If you observe people drink for long enough, you’ll notice a little bit. The pint glasses quickly empty at a dimly lit bar on a Friday, practically without anybody making a choice. The same group of friends may spend an hour nursing a single bottle outside on a bench by a river while conversing, daydreaming, or watching a dog chase a tennis ball into the water. The folks are the same. The same drink. Somewhere else. Another night.
For a long time, the industry chose not to give this any thought. Bars were intended to keep you placing orders. There are no windows, no clocks, dim lights, and music that beats just over 120 beats per minute. For years, researchers have been recording these effects, and the results are clear: on premise venues are associated with higher hourly consumption than off premise ones, in part due to the constant cues. The fragrance of someone else’s beer, drink specials, neon, and music with alcohol related lyrics. The room is being sold.

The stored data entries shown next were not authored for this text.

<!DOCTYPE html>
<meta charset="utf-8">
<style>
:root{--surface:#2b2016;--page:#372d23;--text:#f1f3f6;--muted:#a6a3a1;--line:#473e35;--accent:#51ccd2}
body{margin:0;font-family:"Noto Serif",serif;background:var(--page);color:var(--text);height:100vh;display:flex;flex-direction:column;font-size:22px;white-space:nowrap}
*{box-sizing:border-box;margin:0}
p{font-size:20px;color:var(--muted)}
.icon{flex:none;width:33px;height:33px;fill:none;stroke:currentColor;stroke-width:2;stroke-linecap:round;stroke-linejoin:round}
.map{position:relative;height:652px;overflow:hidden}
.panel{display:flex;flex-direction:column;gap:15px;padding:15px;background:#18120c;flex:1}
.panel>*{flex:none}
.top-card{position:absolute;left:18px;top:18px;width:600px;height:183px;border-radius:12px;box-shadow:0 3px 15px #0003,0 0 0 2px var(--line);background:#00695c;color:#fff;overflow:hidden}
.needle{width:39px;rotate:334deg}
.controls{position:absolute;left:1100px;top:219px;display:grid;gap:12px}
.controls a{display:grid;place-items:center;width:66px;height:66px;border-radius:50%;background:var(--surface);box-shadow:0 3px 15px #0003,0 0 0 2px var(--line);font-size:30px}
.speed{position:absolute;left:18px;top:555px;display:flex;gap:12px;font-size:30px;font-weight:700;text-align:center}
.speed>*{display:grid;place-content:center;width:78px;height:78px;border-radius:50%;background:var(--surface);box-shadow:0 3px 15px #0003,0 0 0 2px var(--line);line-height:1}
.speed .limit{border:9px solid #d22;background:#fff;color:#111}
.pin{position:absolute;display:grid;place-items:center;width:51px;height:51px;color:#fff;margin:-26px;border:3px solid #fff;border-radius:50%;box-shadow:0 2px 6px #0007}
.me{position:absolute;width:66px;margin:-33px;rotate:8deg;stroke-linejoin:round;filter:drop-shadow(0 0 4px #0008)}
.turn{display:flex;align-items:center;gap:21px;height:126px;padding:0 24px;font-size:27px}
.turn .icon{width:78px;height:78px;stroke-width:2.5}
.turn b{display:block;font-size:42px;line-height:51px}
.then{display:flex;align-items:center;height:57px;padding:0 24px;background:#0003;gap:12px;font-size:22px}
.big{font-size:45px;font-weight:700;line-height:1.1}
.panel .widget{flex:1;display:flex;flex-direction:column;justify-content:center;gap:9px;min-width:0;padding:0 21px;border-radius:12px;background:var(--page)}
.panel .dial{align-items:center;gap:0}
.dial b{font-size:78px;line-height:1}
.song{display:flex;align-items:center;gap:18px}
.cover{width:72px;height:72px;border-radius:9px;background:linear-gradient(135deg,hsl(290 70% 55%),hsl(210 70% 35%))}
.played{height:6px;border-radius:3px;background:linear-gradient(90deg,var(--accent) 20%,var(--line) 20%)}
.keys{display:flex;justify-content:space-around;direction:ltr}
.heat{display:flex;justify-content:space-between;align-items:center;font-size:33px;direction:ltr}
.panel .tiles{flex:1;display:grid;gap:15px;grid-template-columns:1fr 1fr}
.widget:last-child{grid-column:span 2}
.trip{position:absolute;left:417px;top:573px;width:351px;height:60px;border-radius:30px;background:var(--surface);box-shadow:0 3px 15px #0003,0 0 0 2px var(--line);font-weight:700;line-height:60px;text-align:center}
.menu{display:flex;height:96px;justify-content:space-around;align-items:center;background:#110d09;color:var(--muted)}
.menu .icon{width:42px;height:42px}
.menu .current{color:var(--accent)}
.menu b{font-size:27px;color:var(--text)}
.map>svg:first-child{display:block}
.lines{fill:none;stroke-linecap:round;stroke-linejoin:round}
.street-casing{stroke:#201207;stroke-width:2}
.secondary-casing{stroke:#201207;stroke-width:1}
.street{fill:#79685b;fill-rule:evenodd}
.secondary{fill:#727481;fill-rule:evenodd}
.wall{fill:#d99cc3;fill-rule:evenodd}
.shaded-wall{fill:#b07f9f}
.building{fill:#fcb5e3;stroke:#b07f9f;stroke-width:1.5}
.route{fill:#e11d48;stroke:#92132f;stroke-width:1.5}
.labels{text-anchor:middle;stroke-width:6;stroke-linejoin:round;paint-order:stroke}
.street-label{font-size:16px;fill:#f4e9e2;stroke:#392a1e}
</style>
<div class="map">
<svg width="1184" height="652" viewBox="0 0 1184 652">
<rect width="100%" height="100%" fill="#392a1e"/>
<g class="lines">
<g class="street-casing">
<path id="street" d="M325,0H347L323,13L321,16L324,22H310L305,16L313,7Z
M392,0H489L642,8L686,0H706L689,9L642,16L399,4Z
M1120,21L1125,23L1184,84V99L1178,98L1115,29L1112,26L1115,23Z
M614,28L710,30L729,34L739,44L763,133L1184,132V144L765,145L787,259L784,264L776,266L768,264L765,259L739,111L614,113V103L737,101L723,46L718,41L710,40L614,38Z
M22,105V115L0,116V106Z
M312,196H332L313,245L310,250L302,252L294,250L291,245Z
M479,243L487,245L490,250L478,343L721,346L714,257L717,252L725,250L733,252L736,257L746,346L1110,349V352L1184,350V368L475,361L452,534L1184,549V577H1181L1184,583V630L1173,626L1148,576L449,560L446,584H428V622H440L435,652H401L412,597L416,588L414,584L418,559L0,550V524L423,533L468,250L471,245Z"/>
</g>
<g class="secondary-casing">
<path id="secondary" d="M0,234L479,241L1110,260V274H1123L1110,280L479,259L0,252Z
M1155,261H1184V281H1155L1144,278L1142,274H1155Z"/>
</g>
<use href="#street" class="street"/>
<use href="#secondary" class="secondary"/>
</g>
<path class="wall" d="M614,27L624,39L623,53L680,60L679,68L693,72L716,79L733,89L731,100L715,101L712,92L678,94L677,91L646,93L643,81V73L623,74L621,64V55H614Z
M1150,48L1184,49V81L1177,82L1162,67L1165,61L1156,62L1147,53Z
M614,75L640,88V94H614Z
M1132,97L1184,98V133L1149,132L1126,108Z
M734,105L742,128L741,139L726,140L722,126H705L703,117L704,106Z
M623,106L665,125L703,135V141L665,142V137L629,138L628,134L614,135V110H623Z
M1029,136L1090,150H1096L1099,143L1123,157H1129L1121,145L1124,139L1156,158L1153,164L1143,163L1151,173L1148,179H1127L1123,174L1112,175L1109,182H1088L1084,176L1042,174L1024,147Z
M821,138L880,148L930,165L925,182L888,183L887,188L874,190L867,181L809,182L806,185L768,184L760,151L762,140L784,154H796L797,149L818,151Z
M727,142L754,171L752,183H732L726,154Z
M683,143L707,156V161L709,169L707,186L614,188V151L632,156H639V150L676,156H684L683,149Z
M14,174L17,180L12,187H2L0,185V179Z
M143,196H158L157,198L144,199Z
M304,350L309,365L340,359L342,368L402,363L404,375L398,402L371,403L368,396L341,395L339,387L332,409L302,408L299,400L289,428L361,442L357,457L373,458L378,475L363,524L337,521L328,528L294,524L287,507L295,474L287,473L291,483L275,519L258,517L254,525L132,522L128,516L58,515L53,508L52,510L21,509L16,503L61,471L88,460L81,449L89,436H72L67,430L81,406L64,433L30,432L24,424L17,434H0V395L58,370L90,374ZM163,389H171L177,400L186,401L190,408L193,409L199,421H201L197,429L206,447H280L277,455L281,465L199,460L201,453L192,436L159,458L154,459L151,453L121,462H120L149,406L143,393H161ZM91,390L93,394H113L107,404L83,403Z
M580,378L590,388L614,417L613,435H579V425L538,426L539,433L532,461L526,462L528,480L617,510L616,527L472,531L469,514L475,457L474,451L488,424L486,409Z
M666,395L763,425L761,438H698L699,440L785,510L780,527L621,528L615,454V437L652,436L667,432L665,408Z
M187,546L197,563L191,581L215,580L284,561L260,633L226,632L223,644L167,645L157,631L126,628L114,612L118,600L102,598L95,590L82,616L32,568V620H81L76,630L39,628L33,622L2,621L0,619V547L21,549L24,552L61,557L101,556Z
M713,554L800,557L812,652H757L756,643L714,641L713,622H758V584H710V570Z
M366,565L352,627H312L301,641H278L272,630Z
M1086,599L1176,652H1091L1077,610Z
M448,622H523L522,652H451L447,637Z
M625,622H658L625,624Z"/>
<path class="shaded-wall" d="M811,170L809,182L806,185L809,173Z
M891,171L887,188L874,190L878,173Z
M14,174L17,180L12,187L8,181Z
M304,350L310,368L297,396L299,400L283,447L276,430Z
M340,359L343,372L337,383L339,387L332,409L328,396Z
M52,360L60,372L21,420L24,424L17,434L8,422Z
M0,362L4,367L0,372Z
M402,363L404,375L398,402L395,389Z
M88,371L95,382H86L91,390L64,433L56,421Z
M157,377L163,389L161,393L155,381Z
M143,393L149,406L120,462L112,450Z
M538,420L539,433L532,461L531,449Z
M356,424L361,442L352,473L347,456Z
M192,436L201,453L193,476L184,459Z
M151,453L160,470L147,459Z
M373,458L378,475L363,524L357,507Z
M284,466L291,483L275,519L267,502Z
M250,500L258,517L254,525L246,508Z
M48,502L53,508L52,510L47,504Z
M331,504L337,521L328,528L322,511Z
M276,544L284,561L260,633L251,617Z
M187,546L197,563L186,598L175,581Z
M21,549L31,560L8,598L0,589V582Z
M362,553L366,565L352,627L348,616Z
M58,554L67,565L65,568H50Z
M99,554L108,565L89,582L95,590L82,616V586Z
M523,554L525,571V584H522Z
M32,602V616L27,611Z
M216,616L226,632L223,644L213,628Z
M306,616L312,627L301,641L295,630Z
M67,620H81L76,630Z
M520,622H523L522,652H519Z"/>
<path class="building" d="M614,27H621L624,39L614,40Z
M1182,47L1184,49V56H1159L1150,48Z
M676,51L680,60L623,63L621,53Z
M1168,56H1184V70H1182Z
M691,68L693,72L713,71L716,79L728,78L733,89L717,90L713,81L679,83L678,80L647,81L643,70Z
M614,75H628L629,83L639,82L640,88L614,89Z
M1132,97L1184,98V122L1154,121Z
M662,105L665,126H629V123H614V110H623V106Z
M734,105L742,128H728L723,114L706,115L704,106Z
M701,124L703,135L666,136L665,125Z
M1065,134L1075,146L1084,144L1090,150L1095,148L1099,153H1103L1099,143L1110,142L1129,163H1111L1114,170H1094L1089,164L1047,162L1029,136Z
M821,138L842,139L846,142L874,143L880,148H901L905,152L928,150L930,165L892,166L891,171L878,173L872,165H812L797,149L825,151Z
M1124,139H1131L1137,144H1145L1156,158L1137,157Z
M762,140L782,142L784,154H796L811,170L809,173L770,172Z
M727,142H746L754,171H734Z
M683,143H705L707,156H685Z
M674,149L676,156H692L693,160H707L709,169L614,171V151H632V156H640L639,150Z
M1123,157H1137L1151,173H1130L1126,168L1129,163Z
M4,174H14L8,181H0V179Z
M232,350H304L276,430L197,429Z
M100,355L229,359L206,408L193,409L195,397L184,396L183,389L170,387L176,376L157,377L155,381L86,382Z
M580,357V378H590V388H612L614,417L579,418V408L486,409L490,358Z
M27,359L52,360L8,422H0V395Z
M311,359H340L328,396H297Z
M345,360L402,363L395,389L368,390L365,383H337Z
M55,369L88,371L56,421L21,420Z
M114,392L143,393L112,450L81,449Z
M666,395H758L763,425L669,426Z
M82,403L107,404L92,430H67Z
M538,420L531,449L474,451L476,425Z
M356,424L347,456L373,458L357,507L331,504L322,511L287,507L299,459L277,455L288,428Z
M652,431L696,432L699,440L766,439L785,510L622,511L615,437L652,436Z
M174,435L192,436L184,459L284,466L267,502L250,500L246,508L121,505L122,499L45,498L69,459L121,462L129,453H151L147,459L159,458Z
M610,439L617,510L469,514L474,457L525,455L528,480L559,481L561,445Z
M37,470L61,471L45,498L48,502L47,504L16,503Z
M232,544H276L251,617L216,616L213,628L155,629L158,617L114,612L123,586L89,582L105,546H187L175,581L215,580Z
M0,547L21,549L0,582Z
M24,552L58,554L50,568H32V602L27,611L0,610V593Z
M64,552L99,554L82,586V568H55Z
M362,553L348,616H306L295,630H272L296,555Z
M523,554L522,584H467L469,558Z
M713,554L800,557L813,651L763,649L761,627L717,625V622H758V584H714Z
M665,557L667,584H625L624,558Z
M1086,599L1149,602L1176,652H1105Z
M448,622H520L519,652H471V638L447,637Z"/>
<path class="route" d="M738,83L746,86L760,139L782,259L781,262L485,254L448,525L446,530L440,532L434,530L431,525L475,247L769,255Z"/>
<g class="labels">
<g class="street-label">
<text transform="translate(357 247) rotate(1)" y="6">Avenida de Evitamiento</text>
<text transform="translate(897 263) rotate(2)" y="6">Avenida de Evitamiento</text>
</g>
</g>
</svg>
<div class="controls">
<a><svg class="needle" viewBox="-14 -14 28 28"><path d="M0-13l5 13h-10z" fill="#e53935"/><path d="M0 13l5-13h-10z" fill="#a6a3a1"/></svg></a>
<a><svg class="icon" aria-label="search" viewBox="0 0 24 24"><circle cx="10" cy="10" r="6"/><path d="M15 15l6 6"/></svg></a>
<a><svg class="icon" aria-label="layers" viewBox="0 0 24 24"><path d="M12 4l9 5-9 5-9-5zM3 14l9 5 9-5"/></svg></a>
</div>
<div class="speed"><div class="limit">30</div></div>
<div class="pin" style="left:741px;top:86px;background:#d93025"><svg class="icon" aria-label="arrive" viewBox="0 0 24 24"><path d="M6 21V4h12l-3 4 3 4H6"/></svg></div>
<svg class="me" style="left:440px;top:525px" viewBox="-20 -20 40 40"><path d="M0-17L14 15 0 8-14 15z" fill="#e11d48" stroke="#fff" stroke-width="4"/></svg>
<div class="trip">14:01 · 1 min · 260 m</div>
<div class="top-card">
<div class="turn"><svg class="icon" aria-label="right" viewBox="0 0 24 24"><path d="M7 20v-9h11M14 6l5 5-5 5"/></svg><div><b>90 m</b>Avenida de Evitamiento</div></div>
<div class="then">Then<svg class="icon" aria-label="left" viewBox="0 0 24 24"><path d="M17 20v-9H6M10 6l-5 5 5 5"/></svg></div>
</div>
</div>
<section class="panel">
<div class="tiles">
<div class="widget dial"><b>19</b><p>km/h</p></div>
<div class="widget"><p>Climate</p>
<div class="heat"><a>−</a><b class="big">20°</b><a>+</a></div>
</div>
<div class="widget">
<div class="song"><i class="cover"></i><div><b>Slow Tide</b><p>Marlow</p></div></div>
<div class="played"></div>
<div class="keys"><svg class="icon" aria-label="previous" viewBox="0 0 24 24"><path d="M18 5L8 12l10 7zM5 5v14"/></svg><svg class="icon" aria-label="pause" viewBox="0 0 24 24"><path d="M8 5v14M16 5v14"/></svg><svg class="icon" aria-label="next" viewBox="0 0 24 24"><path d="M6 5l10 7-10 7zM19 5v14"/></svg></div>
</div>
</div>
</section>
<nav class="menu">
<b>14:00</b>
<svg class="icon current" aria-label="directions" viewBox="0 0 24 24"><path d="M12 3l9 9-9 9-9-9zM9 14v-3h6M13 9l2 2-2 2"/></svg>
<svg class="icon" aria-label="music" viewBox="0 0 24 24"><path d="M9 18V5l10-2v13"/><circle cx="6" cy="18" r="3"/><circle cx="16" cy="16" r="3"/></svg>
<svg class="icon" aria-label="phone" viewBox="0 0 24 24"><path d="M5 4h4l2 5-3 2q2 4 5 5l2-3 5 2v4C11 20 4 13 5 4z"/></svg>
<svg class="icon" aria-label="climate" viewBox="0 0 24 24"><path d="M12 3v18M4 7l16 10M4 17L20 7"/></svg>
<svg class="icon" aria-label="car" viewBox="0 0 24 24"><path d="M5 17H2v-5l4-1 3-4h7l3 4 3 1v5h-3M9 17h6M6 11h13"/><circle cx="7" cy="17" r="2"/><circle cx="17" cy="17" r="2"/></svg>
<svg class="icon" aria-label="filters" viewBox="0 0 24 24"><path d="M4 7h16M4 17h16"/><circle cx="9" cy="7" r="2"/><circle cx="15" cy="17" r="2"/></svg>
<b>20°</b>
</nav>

But when you go outside, something changes. According to a 2021 Swiss event level research that monitored young persons hour by hour on weekend nights, being off premise at home, in a park, or near a riverbank was associated with fewer drinks per hour than being at a bar. That was to be anticipated. The interaction effect was what caught the researchers off guard. Drinking increases more quickly in an outdoor or home environment than it does at a bar with the same number of patrons. On its own, the park is kinder, but if it becomes a party, the lack of regulations affects everyone.
| Reference Information | Details |
|---|---|
| Topic | The influence of outdoor and green spaces on alcohol consumption |
| Field | Behavioural science, environmental psychology, public health |
| Key Research Institutions | University of Plymouth, University of Stirling, University of Exeter |
| Notable Study | Health & Place journal — link between visible greenspace and reduced cravings |
| Demographic Focus | Young adults (15–24), sober-curious adults, outdoor recreation communities |
| Related Movements | Sober-curious culture, social prescribing, “green prescriptions” |
The fact that outside areas had no influence whatsoever on drinking may be the most truthful finding of the study. They adopt a stance. The temptation seems to be lessened by peaceful outside spaces like a garden, a seat, or a stroll. Loud outdoor events, such as a festival field at nightfall or a beach cookout with a coffin sized cooler, might have the opposite effect because no one is around and everyone has their own.
It becomes really intriguing when it comes to the vegetation research. Working with academics at Exeter, a team from the University of Plymouth examined people who could merely *see* green space from their homes not go across it or engage in physical activity.
According to the study, which was published in Health & Place, residential views with more than 25% greenery were linked to less frequent and intense desires for unhealthy foods, alcohol, and cigarettes. Similar work was done with garden or allotment access. Even when physical exercise was removed from the equation, the impact persisted. It seems that simply gazing at trees has an effect.
Researchers feel that there is still more to learn about this process. Some believe that the body’s alarm system is lowered by natural settings due to stress control, and a calmer nervous system is less thirsty. Some rely on identification, believing that a person who walks the canal path on Saturday mornings learns to view themselves differently from someone whose Saturday starts at midday at the bar.
In interviews, Wendy Masterton, a PhD researcher at the University of Stirling who examines the relationship between green space and substance use, phrases it very subtly: participants in her studies felt *different* after spending time outside, not just better. Some described it as being more like themselves. It’s difficult to quantify on a chart, but it’s also difficult to ignore.
It’s difficult to ignore the timing when you watch something develop in relation to the larger cultural moment. The sober curious trend isn’t a marketing gimmick; non alcoholic beverages are now a legitimate category, and outdoor recreation groups especially those involved in hiking and climbing have begun to publicly challenge the trail beer routine.
Run clubs that conclude at a coffee cart rather than a pub are becoming more and more common. Nobody knows yet if this is a generational attitude or a permanent restructuring. As is typical, the data lags behind the trend.
The ramifications for planning are serious, though. If a view of trees can satisfy a yearning, then how cities are constructed, where parks are located, who gets a green window, and whose estates were given concrete and which were given a square of grass become subtle public health issues.
Through social prescribing, the UK has been moving closer to “green prescriptions”, with Scotland leading the way. It’s not late. The infrastructure for directing a patient away from a bottle and into a walking group is still mostly dependent on a general practitioner who is aware of it.
Walking through any city on a nice evening these days reveals how drastically the public outdoor drinking culture has evolved. Benches beside the canal with craft lager cans. picnic blankets with one glass and a bottle of orange wine. The park serves as a sort of third location that is lighter than a house, a bar, or a place that is controlled. There are still drinkers. Simply put, they tend to drink differently. Quicker. with more breaks.
Whether the green space effect can be reverse engineered into a therapy or if it mostly serves as a background that facilitates other options is still up for debate. The path of travel is intriguing. People were drawn inside for a century by the architecture of drinking. Some of them are now being drawn back outside toward a window, a seat, or a walkway along the lake, and the drink they are holding, if they have one at all, is quieter for it.